Protest gibt es in weiten Teilen der Bevölkerung auch gegen Freihandelsabkommen wie TTIP, CETA oder TiSA. Er richtet sich vor allem gegen das Aufweichen sozialer und ökologischer Standards und gegen den sogenannten Investorenschutz. Die ehemalige US-Außenministerin Hillary Clinton hat gesagt, TTIP sei eine Art „Wirtschafts-NATO“. Wie bedeutsam sind diese Abkommen und welche Interessen stecken dahinter?
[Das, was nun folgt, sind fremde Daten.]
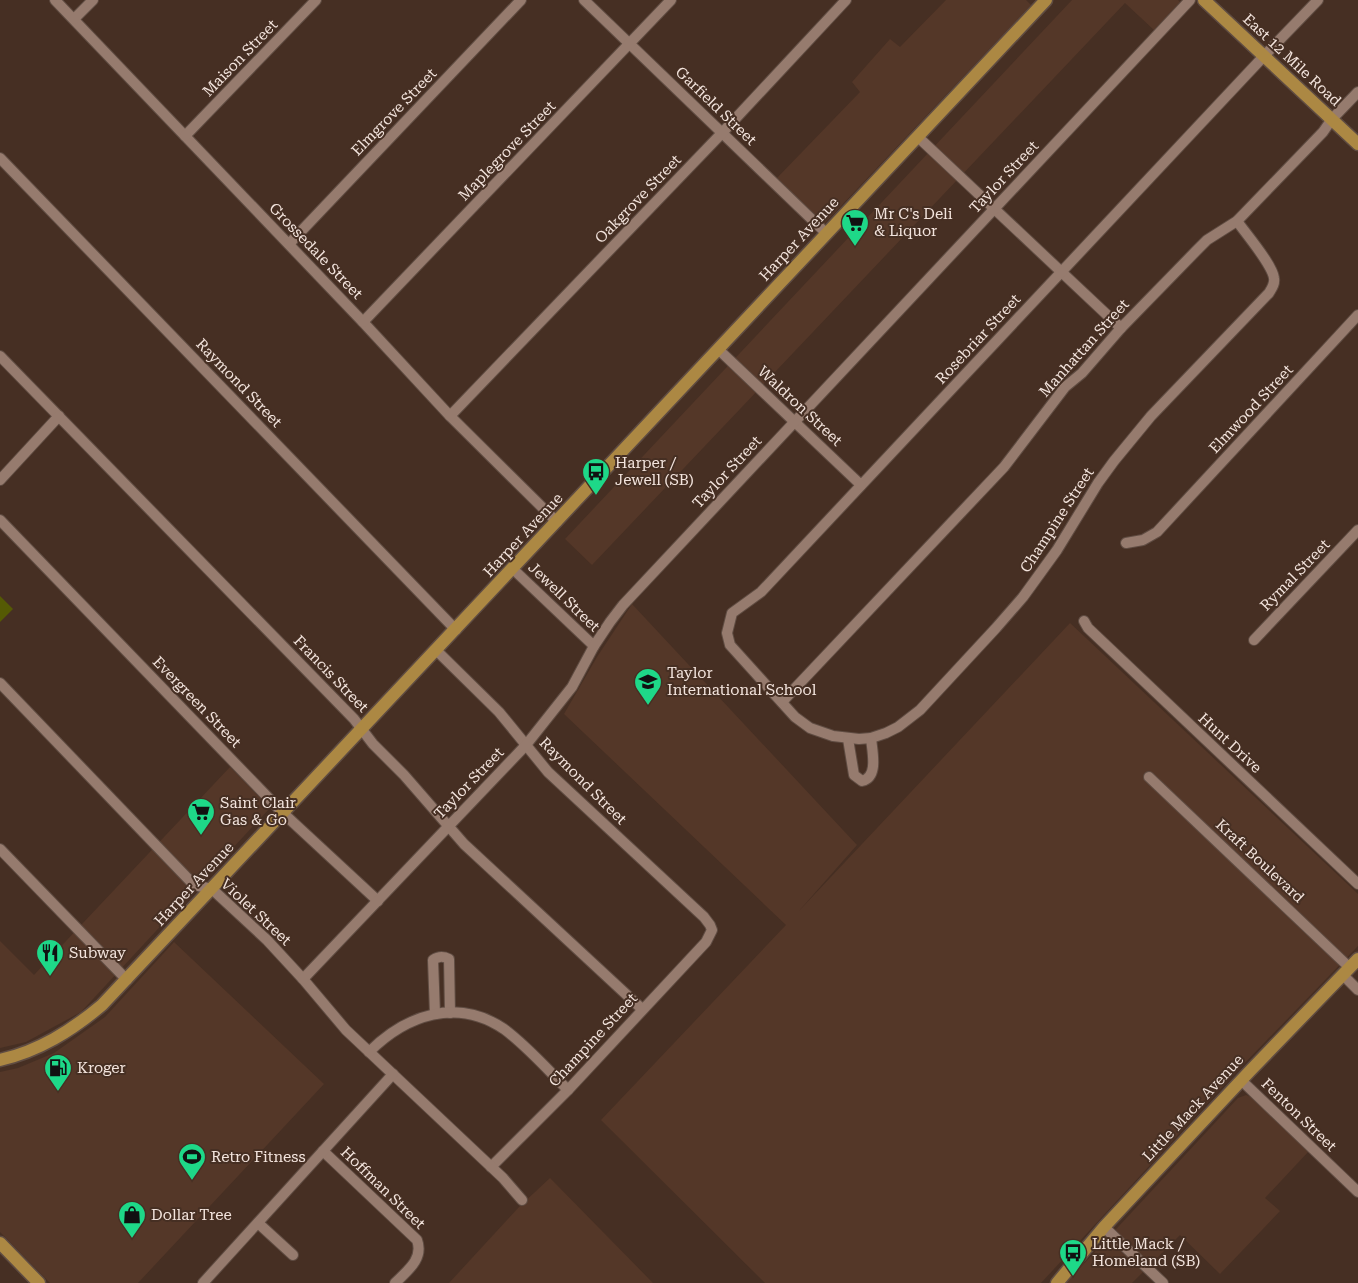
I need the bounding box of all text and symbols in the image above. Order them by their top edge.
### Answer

Sahra Wagenknecht: Die genannten Freihandelsabkommen sind ein Angriff auf Umwelt- und Sozialstandards, öffentliche Dienstleistungen, Mindestlöhne, die Versorgung mit günstigen Medikamenten, die Stabilität der Finanzmärkte, aber auch auf Demokratie und Rechtsstaat. Mit der geplanten Investitionsschiedsgerichtsbarkeit unter Umgehung demokratischer Entscheidungsprozesse sollen US-Konzernen Klagen ermöglicht werden, die existierende soziale und ökologische Standards aushebeln. Der Begriff der „Wirtschafts-NATO“ trifft es ganz gut: So wie die NATO ihre geostrategischen Interessen militärisch durchsetzt, soll TTIP dazu dienen, die Interessen europäischer und US-amerikanischer Konzerne rücksichtslos durchzusetzen. Dabei wären alleine internationale Organisationen berechtigt, weltweite Standards zu vereinbaren. TTIP ist Ausdruck einer aggressiven und imperialistischen Politik, die sich sowohl gegen die Interessen der ärmeren Länder als auch gegen die Interessen der Beschäftigten und Verbraucher hierzulande und in den USA und Kanada richtet. Das Abkommen muss gestoppt werden, so wie es mithilfe der Europäischen Bürgerinitiative versucht wird. Entscheidend ist jedoch, dass die Bundesregierung sich gegen TTIP positioniert. SPD-Bundeswirtschaftsminister Sigmar Gabriel muss jetzt Farbe bekennen und seiner verbalen Kritik an TTIP endlich konkrete Taten folgen lassen. TTIP muss verhindert werden!